It’s still a long way from election day in British Columbia, but one thing is certain after the Oct. 24 vote, there will be at least 15 new faces in the legislature.
The number of people not seeking re-election for the New Democrats, Liberals and Greens leaves the door wide open for political opportunity and party renewal, political experts say.
Among those not seeking re-election in the 87-seat legislature are seven New Democrat cabinet ministers and seven Liberals, two of whom were first elected in the 1990s.
Former Green party leader Andrew Weaver, who left earlier this year to sit as an Independent, won’t be running after serving two terms in the Oak Bay-Gordon Head riding.
Gerald Baier, a Canadian politics expert at the University of B.C., said he considered it strange the number of incumbent New Democrats who decided not to run this fall, especially with the party ahead in the polls.
“Usually, that attracts a lot of people who want to stick around,” he said in an interview. “I was actually surprised by the number of the people who had been in opposition and now that they are in government and they are tired of it that quickly.”
Among the NDP cabinet ministers not running are Judy Darcy, Doug Donaldson, Scott Fraser, Michelle Mungall, Shane Simpson and Claire Trevena.
The portfolios they held included: forests, energy, mental health and addictions, poverty reduction, transportation and Indigenous relations.

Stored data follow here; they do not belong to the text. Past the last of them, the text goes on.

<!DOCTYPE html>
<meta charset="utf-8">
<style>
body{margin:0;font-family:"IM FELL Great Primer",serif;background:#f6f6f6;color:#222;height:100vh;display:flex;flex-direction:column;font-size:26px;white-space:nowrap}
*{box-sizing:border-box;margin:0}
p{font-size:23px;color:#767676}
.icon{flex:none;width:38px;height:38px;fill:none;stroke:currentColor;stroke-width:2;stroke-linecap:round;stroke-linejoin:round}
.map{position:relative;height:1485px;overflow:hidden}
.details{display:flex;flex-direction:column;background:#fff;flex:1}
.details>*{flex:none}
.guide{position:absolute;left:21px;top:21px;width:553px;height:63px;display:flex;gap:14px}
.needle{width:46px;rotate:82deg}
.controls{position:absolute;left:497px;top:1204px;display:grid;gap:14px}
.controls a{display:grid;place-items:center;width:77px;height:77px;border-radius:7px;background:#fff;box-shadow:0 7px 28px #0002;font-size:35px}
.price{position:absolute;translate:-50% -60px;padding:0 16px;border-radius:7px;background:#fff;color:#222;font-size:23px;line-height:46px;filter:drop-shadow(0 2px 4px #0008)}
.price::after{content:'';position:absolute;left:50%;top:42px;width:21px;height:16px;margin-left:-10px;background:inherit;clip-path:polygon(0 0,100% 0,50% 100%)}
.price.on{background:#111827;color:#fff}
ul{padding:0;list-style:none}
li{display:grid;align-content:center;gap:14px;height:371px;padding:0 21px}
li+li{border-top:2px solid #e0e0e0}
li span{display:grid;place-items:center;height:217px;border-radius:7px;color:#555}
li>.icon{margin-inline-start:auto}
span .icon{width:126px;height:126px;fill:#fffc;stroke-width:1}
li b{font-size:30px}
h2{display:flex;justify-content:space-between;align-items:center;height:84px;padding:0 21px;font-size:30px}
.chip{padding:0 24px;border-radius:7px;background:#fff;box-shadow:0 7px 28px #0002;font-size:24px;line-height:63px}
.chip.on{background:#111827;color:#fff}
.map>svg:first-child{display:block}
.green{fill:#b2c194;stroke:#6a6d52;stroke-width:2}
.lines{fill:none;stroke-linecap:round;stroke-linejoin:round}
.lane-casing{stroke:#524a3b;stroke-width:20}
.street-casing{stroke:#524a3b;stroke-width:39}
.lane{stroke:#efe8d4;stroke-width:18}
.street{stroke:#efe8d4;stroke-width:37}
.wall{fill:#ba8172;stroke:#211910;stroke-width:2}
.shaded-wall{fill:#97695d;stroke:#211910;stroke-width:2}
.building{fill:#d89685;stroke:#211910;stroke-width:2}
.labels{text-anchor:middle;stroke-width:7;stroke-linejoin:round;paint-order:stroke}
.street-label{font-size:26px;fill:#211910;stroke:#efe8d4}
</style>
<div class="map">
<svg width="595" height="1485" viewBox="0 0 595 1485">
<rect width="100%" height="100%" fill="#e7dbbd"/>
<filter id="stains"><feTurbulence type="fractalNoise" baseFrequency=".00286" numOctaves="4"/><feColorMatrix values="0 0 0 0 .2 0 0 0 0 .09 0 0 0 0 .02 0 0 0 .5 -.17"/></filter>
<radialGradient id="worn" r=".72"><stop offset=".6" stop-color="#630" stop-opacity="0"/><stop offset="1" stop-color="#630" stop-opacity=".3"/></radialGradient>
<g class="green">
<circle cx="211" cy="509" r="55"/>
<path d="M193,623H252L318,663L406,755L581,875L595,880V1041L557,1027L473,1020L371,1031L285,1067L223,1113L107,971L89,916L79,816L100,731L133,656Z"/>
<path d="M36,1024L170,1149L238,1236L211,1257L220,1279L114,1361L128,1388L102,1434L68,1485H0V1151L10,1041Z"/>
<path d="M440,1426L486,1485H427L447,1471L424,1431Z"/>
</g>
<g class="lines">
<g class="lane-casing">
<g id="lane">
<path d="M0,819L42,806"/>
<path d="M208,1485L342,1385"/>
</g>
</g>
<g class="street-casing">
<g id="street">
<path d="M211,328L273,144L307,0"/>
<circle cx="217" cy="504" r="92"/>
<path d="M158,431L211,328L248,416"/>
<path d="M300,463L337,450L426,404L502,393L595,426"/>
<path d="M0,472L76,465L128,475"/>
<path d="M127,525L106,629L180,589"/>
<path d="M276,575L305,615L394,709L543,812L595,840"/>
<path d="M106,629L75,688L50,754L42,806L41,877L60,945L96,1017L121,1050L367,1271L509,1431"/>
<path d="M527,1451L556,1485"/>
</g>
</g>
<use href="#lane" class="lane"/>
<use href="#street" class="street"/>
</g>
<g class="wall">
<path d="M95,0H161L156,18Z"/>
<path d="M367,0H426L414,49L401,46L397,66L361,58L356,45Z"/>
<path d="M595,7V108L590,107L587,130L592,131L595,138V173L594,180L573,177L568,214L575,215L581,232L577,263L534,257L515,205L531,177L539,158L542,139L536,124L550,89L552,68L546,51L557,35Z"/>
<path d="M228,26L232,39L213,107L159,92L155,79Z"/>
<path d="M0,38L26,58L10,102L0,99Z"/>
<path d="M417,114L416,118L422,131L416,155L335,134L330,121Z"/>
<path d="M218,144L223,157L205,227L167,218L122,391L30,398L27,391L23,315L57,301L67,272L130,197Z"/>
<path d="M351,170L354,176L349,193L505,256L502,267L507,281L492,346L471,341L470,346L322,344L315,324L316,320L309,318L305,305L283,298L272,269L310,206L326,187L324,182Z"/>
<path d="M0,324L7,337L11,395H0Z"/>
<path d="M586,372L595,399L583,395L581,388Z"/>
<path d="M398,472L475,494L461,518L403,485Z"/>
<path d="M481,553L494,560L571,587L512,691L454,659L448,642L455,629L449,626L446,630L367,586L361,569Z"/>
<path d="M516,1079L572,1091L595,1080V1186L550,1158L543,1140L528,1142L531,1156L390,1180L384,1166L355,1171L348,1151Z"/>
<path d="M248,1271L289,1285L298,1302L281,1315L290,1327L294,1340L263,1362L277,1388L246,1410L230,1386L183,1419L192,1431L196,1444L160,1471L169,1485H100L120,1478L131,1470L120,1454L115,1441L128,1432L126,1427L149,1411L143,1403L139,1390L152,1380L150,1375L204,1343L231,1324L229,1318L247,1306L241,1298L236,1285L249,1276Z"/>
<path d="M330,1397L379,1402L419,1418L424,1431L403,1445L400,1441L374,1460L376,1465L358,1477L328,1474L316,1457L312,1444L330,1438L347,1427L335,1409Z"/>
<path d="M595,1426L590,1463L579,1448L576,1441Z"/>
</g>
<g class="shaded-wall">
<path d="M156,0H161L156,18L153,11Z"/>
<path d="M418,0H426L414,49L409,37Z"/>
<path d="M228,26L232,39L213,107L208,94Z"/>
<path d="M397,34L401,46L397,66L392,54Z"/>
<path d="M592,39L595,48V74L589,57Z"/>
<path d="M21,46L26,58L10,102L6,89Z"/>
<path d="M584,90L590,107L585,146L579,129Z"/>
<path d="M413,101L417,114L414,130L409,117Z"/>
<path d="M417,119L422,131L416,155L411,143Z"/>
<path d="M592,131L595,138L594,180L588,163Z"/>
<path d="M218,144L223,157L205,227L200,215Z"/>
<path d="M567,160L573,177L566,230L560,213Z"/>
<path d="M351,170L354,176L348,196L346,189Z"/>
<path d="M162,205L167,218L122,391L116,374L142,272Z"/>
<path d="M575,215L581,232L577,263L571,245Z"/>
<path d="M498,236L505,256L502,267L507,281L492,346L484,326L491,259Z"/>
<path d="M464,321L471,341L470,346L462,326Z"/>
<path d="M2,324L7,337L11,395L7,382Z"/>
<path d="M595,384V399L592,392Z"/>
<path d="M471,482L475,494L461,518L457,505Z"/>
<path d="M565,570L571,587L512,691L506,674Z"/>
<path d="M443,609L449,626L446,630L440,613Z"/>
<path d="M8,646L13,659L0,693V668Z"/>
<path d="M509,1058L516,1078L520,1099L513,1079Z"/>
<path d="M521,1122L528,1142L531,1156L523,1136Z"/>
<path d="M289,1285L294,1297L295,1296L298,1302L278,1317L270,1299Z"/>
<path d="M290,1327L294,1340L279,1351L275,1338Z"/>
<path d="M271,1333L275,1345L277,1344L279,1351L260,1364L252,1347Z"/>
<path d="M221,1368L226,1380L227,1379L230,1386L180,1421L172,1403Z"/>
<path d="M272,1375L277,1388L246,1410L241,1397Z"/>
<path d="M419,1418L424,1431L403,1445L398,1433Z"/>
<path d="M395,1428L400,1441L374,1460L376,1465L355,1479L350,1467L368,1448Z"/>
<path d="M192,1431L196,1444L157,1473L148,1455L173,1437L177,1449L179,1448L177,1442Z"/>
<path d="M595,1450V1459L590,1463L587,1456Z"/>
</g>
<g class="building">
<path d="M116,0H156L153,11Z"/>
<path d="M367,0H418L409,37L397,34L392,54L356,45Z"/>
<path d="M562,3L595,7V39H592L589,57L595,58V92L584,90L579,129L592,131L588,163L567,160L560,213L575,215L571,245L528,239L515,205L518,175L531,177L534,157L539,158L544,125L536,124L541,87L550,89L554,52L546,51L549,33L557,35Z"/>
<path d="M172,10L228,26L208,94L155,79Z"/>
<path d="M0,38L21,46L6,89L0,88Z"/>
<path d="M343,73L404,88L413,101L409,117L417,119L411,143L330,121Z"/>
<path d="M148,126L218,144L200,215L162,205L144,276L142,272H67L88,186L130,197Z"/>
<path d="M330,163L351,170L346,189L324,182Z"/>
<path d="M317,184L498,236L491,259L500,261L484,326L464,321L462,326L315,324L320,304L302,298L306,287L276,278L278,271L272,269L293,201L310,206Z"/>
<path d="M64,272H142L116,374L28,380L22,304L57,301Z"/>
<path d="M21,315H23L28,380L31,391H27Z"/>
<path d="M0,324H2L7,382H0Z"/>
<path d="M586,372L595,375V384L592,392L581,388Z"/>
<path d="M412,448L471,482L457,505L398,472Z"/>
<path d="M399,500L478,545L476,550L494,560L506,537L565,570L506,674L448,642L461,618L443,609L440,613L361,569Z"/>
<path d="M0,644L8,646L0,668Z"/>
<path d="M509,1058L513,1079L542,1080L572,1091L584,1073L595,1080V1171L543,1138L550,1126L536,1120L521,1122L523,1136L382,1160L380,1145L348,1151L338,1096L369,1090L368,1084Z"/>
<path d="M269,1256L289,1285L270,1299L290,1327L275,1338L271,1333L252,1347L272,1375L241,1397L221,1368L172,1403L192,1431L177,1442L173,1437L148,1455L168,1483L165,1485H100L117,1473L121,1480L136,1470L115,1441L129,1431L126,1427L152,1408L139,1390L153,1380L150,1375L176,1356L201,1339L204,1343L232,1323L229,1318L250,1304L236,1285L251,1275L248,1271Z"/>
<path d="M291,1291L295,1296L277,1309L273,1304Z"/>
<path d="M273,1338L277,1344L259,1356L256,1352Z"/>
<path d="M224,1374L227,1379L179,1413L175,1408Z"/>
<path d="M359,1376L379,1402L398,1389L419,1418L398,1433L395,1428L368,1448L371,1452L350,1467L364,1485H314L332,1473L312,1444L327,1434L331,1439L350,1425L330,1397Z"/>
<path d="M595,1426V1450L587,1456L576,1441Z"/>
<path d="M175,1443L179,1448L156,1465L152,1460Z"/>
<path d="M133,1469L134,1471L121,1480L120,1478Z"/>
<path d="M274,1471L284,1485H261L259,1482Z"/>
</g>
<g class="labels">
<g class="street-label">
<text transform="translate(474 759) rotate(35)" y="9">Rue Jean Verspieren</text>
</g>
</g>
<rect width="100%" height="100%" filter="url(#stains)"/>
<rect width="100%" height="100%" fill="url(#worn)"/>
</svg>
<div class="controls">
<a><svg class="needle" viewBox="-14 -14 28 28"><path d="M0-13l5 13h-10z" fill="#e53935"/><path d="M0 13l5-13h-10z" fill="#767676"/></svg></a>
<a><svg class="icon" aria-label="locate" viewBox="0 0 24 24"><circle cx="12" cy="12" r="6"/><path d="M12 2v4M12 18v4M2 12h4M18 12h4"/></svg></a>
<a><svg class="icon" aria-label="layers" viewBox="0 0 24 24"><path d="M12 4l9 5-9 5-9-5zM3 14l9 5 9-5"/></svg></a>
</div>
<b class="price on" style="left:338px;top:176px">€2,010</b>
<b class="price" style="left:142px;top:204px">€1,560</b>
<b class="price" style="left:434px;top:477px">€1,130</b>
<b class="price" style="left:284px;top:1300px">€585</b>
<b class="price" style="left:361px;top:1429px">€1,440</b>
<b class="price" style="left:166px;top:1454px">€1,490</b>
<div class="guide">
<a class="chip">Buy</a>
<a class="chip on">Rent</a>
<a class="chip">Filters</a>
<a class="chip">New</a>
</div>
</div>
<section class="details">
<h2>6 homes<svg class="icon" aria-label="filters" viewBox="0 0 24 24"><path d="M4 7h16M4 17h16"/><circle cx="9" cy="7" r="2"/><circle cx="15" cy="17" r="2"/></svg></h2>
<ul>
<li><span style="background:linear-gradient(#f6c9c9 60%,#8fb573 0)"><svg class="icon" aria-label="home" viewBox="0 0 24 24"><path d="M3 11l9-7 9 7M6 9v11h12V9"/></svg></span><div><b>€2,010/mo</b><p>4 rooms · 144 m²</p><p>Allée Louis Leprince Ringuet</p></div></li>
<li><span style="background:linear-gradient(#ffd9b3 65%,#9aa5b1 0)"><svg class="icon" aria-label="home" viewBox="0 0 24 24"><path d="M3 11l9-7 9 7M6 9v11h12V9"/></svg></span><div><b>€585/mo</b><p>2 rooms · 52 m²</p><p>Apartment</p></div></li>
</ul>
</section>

Finance Minister Carole James announced last March she would not be running in the 2020 election for health reasons.
The departure of seven Liberal MLA’s, including veterans Rich Coleman, Linda Reid and Ralph Sultan, gives Liberal Leader Andrew Wilkinson the opportunity to put a new face on his party, said Kimberly Speers, a Canadian politics expert at University of Victoria.
“Certainly, those who have served a political party as an elected member for a long time, sometimes they can also be seen as the old guard,” she said. “If they’ve been affiliated with a previous leader or thinking within a party, sometimes a new leader or new members might think it’s time to get rid of the old guard.”
Prof. Baier said the NDP turnover gives party Leader John Horgan the chance at renewal for his group while offering opportunities for his members.
The current NDP vacancies allow Mr. Horgan, if the NDP is re-elected, to promote from his backbench or reward newly elected members of the legislature, said Prof. Baier, adding members Sheila Malcolmson and Bowinn Ma are possible new ministers.
The candidacy of three former federal New Democrat members of Parliament: Fin Donnelly, Murray Rankin and Nathan Cullen, also provides Mr. Horgan with the possibility of having three experienced politicians who could be potential cabinet ministers, Prof. Baier said.
But the possible arrival of new NDP faces may also force Mr. Horgan to change his political style of leaving ministers on their own to handle their duties as he has done with Ms. James and Health Minister Adrian Dix during the COVID-19 pandemic.
“It might mean he may be a little more hands-on, because certainly the feeling was with James and Dix he could just leave them in those jobs,” Prof. Baier said. “He’s had utter confidence in them because he’s known them since they were puppies.”
With the Liberals, the departures of Donna Barnett, Linda Larson, John Yap, Steve Thomson and Mr. Sultan, Ms. Reid and Mr. Coleman, gives Mr. Wilkinson the chance to renew the party, but he may not have much time, Prof. Baier said.
“The question is, is Wilkinson making the party in his own image? I don’t know,” Prof. Baier said. “I think people still don’t have a good grip on who he is.”
Prof. Speers said the COVID-19 pandemic may have played a part in decisions made by the politicians not to run again.
“I think it’s given everybody a time to reflect and perhaps revamp their priorities in terms of what is really important,” she said.